## [Data records]
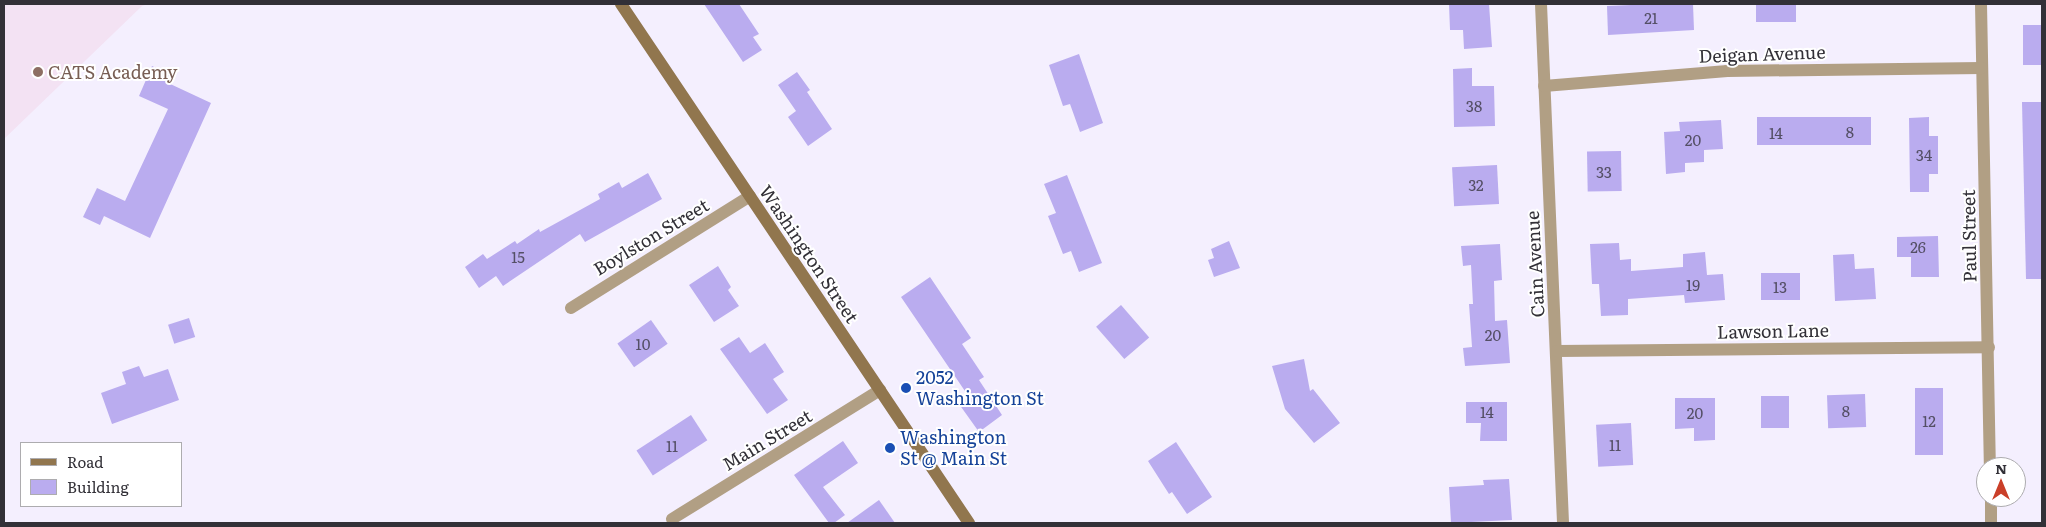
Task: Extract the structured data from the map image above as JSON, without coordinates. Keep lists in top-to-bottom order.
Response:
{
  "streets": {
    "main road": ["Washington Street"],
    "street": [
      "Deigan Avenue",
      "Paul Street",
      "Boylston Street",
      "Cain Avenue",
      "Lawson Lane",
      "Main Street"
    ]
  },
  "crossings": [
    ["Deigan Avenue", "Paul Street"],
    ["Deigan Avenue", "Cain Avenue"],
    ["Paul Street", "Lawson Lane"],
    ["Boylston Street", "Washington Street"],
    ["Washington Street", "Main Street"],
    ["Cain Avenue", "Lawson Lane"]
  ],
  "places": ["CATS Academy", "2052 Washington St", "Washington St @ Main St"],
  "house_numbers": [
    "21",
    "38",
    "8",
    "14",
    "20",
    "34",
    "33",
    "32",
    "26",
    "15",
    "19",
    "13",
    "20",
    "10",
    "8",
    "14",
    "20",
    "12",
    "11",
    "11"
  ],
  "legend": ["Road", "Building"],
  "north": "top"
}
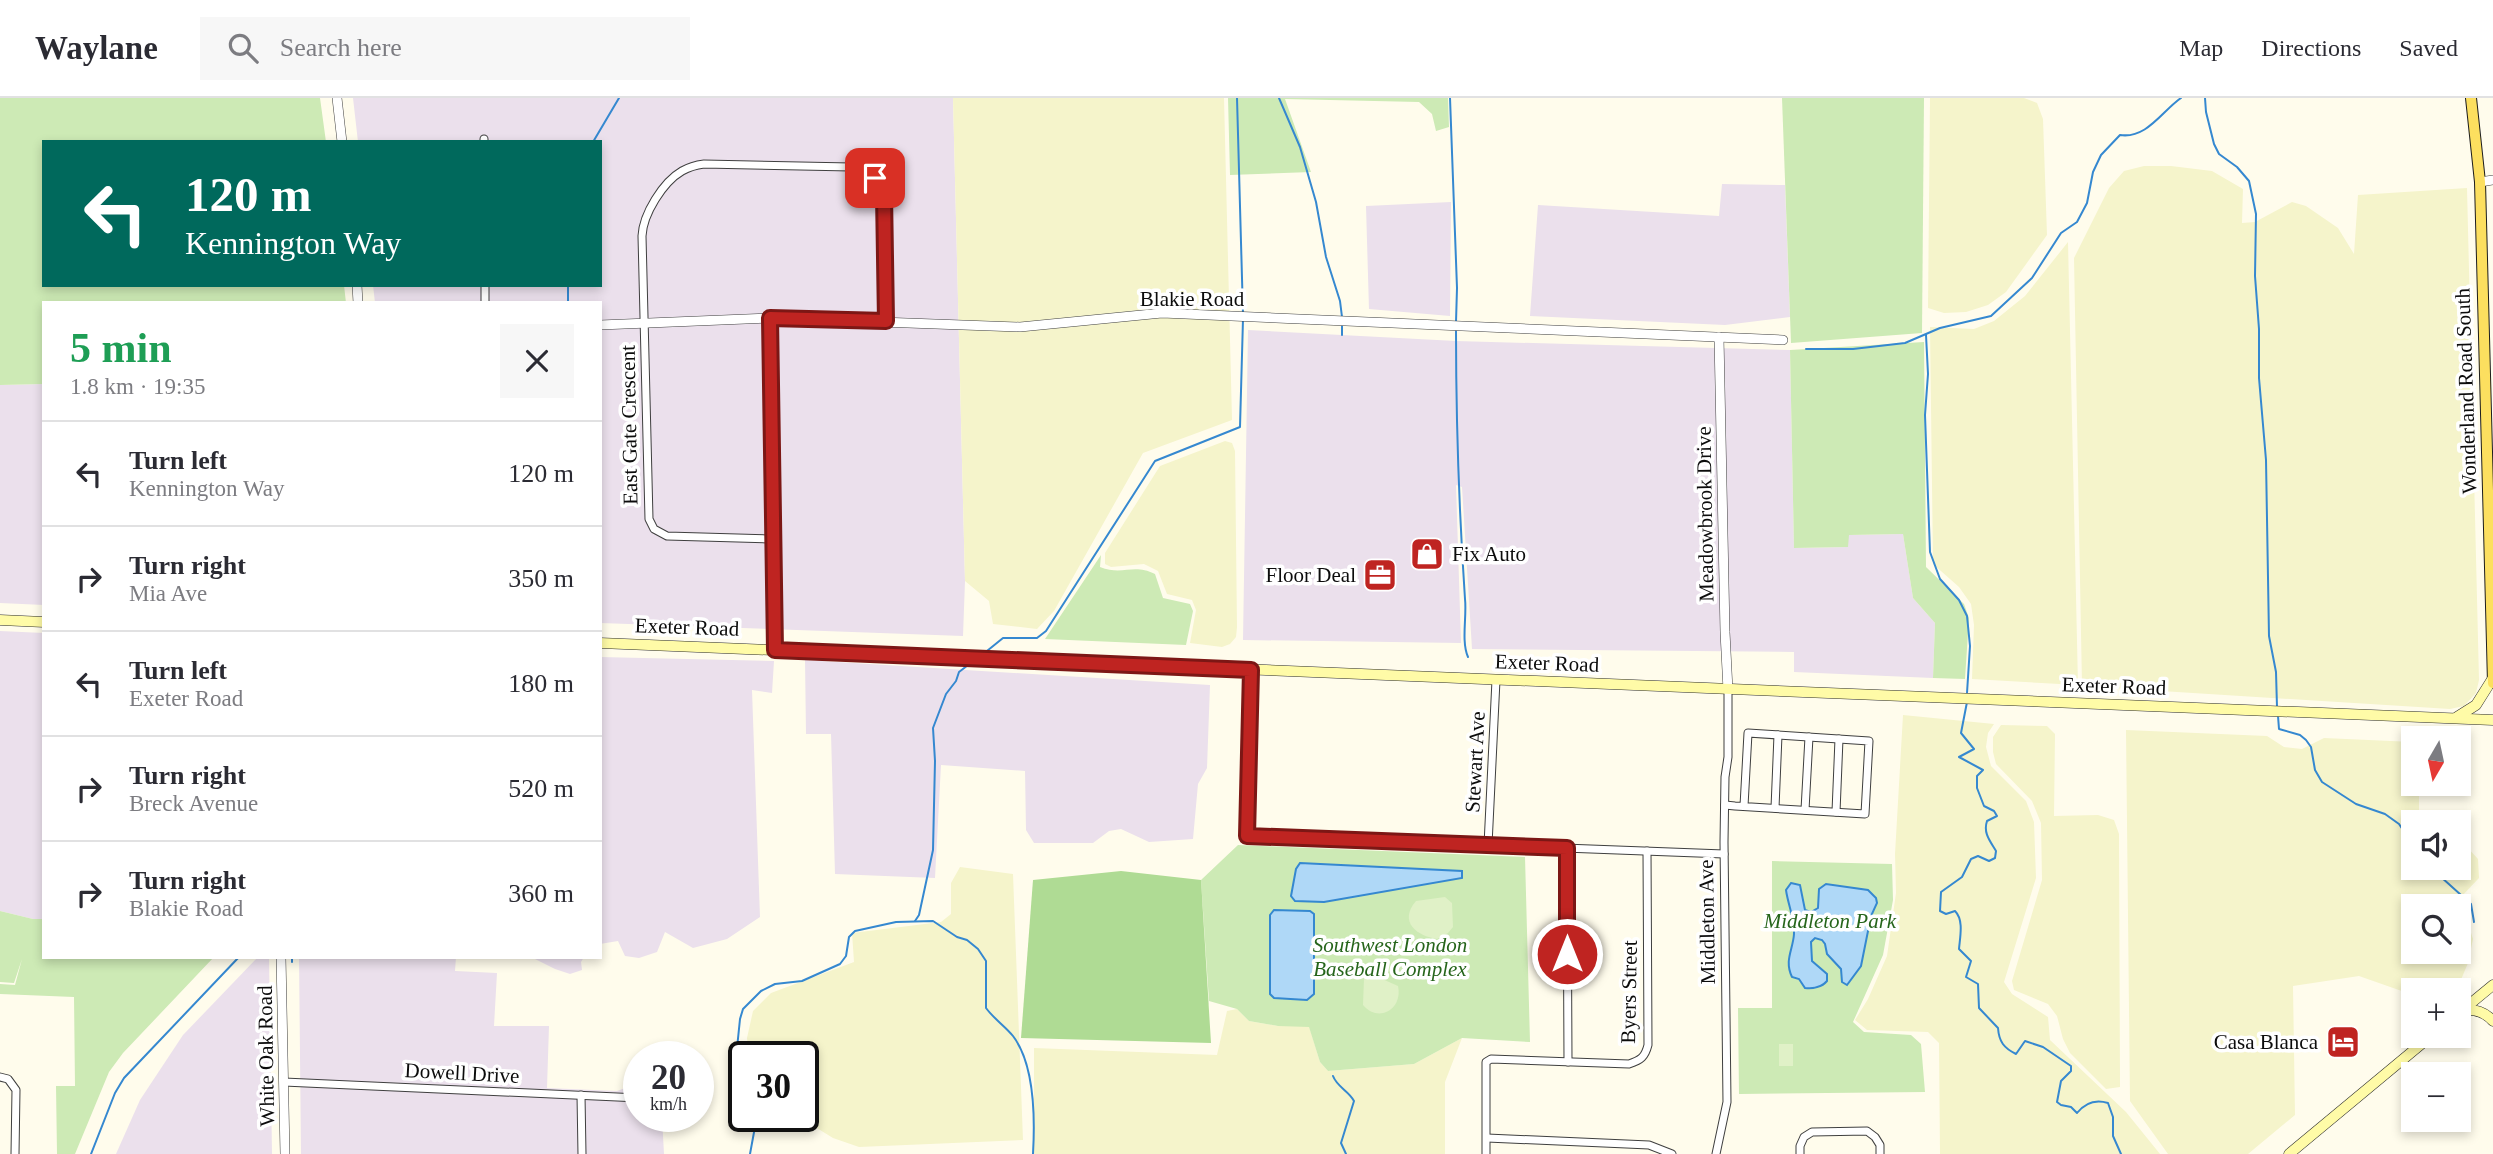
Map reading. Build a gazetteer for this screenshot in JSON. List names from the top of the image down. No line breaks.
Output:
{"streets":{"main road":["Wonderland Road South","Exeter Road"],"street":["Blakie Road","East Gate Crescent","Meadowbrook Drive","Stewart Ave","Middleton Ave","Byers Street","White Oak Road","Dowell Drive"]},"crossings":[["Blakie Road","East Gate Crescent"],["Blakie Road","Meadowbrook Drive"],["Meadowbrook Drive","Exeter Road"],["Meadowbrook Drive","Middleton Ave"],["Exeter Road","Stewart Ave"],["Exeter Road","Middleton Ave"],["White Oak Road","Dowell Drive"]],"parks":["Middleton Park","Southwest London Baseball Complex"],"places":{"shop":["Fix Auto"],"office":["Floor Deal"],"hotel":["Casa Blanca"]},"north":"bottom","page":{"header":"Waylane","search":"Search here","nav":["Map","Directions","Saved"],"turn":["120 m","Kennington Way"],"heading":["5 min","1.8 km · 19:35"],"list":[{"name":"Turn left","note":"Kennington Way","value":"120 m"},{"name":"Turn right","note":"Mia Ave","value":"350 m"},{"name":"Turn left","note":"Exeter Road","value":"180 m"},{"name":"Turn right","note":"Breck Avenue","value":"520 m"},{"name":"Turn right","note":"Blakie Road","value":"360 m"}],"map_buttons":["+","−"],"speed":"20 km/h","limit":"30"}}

--

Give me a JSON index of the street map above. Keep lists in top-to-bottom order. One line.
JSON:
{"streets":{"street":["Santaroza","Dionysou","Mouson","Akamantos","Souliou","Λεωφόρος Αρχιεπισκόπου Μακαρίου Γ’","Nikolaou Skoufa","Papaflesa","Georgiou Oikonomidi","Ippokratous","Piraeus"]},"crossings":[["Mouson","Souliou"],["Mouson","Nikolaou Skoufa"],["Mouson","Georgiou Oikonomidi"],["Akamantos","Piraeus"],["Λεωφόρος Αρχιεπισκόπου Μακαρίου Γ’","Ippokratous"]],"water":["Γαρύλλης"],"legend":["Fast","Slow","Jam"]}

## [Task item]
With the pictures omitted, copy the entries above exactly from the line containing "Task: Extract the" through the line containing "Map reading. Build", both lines included.

## [Answer below]
Task: Extract the structured data from the map image above as JSON, without coordinates. Keep lists in top-to-bottom order.
Response:
{
  "streets": {
    "main road": ["Washington Street"],
    "street": [
      "Deigan Avenue",
      "Paul Street",
      "Boylston Street",
      "Cain Avenue",
      "Lawson Lane",
      "Main Street"
    ]
  },
  "crossings": [
    ["Deigan Avenue", "Paul Street"],
    ["Deigan Avenue", "Cain Avenue"],
    ["Paul Street", "Lawson Lane"],
    ["Boylston Street", "Washington Street"],
    ["Washington Street", "Main Street"],
    ["Cain Avenue", "Lawson Lane"]
  ],
  "places": ["CATS Academy", "2052 Washington St", "Washington St @ Main St"],
  "house_numbers": [
    "21",
    "38",
    "8",
    "14",
    "20",
    "34",
    "33",
    "32",
    "26",
    "15",
    "19",
    "13",
    "20",
    "10",
    "8",
    "14",
    "20",
    "12",
    "11",
    "11"
  ],
  "legend": ["Road", "Building"],
  "north": "top"
}
Map reading. Build a gazetteer for this screenshot in JSON. List names from the top of the image down. No line breaks.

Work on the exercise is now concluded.